Boards, COCs and the public all expect stability. With regard to a building program, stability means keeping the bottom line of your project budgets from changing. Achieving this stability requires an understanding of the use of project contingencies — something that cannot be taken for granted.
A 2007 public report from a bond advisory group recommended that project contingencies being used in planning budgets should be lowered. A school builder was quoted: “If I can’t estimate the cost of a school within three percent, fire me!”
If budgets were developed after approved plans are available, I might agree. However, that is not the case — budgets are established prior to hiring an architect. Of course, there are exceptions (usually indicating a broken budget process): the LA Times documented millions of dollars wasted in the process of designing local community college projects for which there was no funding to actually build.
A standard presentation in construction management contains the chart (below) which plots the ability to impact the cost of a construction project.
The way to maintain the bottom line of project budgets is to manage the project contingency in correlation with this chart — you need a larger contingency prior to design. As your plans for the project become more detailed (as you learn more about the project), your unknowns are fewer and your contingency can be smaller. By the time your builder is on board, three percent may be adequate. If you only have a 10% contingency when the only planning you’ve done is written a one-sentence description, then you’re doomed.

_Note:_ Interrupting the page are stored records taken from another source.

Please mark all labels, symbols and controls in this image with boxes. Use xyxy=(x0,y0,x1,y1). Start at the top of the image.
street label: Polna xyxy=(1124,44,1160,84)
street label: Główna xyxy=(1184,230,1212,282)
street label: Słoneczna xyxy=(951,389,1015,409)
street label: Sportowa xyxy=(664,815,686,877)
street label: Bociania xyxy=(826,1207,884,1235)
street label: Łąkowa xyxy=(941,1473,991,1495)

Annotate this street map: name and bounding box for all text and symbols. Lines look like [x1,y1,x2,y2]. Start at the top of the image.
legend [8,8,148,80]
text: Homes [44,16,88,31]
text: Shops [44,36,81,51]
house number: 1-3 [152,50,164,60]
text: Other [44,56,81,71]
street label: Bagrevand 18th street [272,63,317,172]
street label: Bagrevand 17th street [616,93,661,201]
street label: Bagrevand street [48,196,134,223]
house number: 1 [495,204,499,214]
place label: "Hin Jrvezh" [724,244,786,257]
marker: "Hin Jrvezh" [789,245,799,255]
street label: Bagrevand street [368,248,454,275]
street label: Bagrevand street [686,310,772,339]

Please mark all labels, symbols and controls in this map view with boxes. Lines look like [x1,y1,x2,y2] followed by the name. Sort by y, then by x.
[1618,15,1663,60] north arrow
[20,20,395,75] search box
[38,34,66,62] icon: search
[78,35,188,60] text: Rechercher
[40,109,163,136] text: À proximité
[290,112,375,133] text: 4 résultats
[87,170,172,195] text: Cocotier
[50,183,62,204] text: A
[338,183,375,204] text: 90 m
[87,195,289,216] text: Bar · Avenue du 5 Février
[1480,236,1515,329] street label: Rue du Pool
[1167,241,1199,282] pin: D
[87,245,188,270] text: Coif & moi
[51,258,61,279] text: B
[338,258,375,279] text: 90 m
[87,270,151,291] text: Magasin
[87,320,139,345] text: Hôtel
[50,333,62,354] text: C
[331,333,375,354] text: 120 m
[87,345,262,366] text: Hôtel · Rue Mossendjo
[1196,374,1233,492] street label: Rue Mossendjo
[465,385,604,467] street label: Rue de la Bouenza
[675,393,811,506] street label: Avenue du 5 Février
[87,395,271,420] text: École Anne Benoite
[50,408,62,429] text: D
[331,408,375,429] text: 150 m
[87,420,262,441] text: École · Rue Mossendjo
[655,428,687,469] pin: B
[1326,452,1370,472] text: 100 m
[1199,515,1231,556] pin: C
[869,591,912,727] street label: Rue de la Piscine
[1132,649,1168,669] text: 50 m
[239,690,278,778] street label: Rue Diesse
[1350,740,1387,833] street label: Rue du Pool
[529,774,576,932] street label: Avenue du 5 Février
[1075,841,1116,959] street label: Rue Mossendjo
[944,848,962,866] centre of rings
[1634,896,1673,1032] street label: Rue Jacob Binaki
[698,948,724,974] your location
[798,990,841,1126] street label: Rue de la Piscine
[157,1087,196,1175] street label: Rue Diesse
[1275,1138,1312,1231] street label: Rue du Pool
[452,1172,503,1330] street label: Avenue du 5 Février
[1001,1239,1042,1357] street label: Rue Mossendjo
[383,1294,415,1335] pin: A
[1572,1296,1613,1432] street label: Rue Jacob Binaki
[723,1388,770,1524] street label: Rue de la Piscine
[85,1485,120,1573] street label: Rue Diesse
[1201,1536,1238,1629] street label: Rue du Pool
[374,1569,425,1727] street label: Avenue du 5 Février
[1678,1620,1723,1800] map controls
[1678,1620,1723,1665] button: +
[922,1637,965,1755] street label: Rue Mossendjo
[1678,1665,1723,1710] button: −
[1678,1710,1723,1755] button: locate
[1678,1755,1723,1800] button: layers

Contingency levels must be determined on a case-by-case basis. In general, the better the planning is and the greater the experience with the specific type of project, the lower the contingency can be.
Starting with a large contingency during conceptual development provides the flexibility to absorb work needed to complete the primary project scope without changing the bottom line. Examples of related work include: traffic lights at the cross-walk near a new school or reconfiguring existing sprinklers so they don’t rot the exterior walls of that new portable building.
And remember — the most important thing is to have enough money to finish the project!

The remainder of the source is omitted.